Every record must come back exactly as given.

[[ Exercise material open ]]

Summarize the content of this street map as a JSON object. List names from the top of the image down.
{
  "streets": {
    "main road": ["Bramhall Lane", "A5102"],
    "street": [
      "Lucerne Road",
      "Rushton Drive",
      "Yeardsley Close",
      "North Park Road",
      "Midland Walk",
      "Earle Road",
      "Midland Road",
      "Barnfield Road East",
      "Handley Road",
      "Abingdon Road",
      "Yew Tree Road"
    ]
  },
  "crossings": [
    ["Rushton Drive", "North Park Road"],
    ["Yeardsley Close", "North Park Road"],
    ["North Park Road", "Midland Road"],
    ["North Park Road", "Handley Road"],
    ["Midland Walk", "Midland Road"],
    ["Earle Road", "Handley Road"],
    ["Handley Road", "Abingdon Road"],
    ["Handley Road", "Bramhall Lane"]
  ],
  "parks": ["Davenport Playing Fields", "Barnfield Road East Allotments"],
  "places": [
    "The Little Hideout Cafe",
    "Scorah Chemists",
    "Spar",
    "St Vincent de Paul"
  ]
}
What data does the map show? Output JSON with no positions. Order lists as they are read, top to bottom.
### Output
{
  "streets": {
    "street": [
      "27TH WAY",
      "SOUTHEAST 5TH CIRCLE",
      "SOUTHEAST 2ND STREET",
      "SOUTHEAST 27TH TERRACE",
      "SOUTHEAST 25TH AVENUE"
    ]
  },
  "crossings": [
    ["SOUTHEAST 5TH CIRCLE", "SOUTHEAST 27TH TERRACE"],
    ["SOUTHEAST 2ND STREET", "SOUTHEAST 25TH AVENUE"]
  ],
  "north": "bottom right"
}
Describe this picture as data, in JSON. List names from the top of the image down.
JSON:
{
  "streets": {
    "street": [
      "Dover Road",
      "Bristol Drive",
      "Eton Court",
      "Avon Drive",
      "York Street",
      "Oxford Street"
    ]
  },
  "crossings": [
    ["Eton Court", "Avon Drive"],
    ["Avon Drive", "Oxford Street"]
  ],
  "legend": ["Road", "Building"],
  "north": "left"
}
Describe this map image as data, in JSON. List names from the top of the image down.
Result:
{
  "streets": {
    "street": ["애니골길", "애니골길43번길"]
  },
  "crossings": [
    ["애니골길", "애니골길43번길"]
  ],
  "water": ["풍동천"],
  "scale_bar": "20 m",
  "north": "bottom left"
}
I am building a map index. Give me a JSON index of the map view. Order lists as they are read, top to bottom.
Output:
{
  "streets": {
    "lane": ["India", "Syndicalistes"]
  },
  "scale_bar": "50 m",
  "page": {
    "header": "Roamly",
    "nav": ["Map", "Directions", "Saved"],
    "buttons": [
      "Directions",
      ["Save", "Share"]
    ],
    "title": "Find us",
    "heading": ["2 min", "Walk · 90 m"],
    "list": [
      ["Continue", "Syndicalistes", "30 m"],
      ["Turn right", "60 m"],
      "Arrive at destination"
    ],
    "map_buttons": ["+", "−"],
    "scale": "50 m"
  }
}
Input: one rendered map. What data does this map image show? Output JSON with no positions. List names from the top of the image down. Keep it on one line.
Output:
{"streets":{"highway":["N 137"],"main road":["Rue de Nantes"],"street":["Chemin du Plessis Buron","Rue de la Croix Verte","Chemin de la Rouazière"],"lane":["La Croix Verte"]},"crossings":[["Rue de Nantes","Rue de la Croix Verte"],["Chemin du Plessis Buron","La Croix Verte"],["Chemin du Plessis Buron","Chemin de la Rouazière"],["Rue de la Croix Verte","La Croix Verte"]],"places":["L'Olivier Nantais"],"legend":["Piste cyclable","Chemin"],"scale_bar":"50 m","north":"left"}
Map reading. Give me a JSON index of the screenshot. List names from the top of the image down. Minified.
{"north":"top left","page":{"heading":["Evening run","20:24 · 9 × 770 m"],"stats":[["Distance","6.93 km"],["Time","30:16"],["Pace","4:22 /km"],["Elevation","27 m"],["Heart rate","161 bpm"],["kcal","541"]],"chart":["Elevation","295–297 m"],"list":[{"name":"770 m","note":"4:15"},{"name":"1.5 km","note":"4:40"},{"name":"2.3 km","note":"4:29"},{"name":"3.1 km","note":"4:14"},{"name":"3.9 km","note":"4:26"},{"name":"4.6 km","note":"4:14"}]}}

[[ Exercise material closed ]]

Result.
Summarize the content of this street map as a JSON object. List names from the top of the image down.
{
  "streets": {
    "main road": ["Bramhall Lane", "A5102"],
    "street": [
      "Lucerne Road",
      "Rushton Drive",
      "Yeardsley Close",
      "North Park Road",
      "Midland Walk",
      "Earle Road",
      "Midland Road",
      "Barnfield Road East",
      "Handley Road",
      "Abingdon Road",
      "Yew Tree Road"
    ]
  },
  "crossings": [
    ["Rushton Drive", "North Park Road"],
    ["Yeardsley Close", "North Park Road"],
    ["North Park Road", "Midland Road"],
    ["North Park Road", "Handley Road"],
    ["Midland Walk", "Midland Road"],
    ["Earle Road", "Handley Road"],
    ["Handley Road", "Abingdon Road"],
    ["Handley Road", "Bramhall Lane"]
  ],
  "parks": ["Davenport Playing Fields", "Barnfield Road East Allotments"],
  "places": [
    "The Little Hideout Cafe",
    "Scorah Chemists",
    "Spar",
    "St Vincent de Paul"
  ]
}
What data does the map show? Output JSON with no positions. Order lists as they are read, top to bottom.
### Output
{
  "streets": {
    "street": [
      "27TH WAY",
      "SOUTHEAST 5TH CIRCLE",
      "SOUTHEAST 2ND STREET",
      "SOUTHEAST 27TH TERRACE",
      "SOUTHEAST 25TH AVENUE"
    ]
  },
  "crossings": [
    ["SOUTHEAST 5TH CIRCLE", "SOUTHEAST 27TH TERRACE"],
    ["SOUTHEAST 2ND STREET", "SOUTHEAST 25TH AVENUE"]
  ],
  "north": "bottom right"
}
Describe this picture as data, in JSON. List names from the top of the image down.
JSON:
{
  "streets": {
    "street": [
      "Dover Road",
      "Bristol Drive",
      "Eton Court",
      "Avon Drive",
      "York Street",
      "Oxford Street"
    ]
  },
  "crossings": [
    ["Eton Court", "Avon Drive"],
    ["Avon Drive", "Oxford Street"]
  ],
  "legend": ["Road", "Building"],
  "north": "left"
}
Describe this map image as data, in JSON. List names from the top of the image down.
Result:
{
  "streets": {
    "street": ["애니골길", "애니골길43번길"]
  },
  "crossings": [
    ["애니골길", "애니골길43번길"]
  ],
  "water": ["풍동천"],
  "scale_bar": "20 m",
  "north": "bottom left"
}
I am building a map index. Give me a JSON index of the map view. Order lists as they are read, top to bottom.
Output:
{
  "streets": {
    "lane": ["India", "Syndicalistes"]
  },
  "scale_bar": "50 m",
  "page": {
    "header": "Roamly",
    "nav": ["Map", "Directions", "Saved"],
    "buttons": [
      "Directions",
      ["Save", "Share"]
    ],
    "title": "Find us",
    "heading": ["2 min", "Walk · 90 m"],
    "list": [
      ["Continue", "Syndicalistes", "30 m"],
      ["Turn right", "60 m"],
      "Arrive at destination"
    ],
    "map_buttons": ["+", "−"],
    "scale": "50 m"
  }
}
Input: one rendered map. What data does this map image show? Output JSON with no positions. List names from the top of the image down. Keep it on one line.
Output:
{"streets":{"highway":["N 137"],"main road":["Rue de Nantes"],"street":["Chemin du Plessis Buron","Rue de la Croix Verte","Chemin de la Rouazière"],"lane":["La Croix Verte"]},"crossings":[["Rue de Nantes","Rue de la Croix Verte"],["Chemin du Plessis Buron","La Croix Verte"],["Chemin du Plessis Buron","Chemin de la Rouazière"],["Rue de la Croix Verte","La Croix Verte"]],"places":["L'Olivier Nantais"],"legend":["Piste cyclable","Chemin"],"scale_bar":"50 m","north":"left"}
Map reading. Give me a JSON index of the screenshot. List names from the top of the image down. Minified.
{"north":"top left","page":{"heading":["Evening run","20:24 · 9 × 770 m"],"stats":[["Distance","6.93 km"],["Time","30:16"],["Pace","4:22 /km"],["Elevation","27 m"],["Heart rate","161 bpm"],["kcal","541"]],"chart":["Elevation","295–297 m"],"list":[{"name":"770 m","note":"4:15"},{"name":"1.5 km","note":"4:40"},{"name":"2.3 km","note":"4:29"},{"name":"3.1 km","note":"4:14"},{"name":"3.9 km","note":"4:26"},{"name":"4.6 km","note":"4:14"}]}}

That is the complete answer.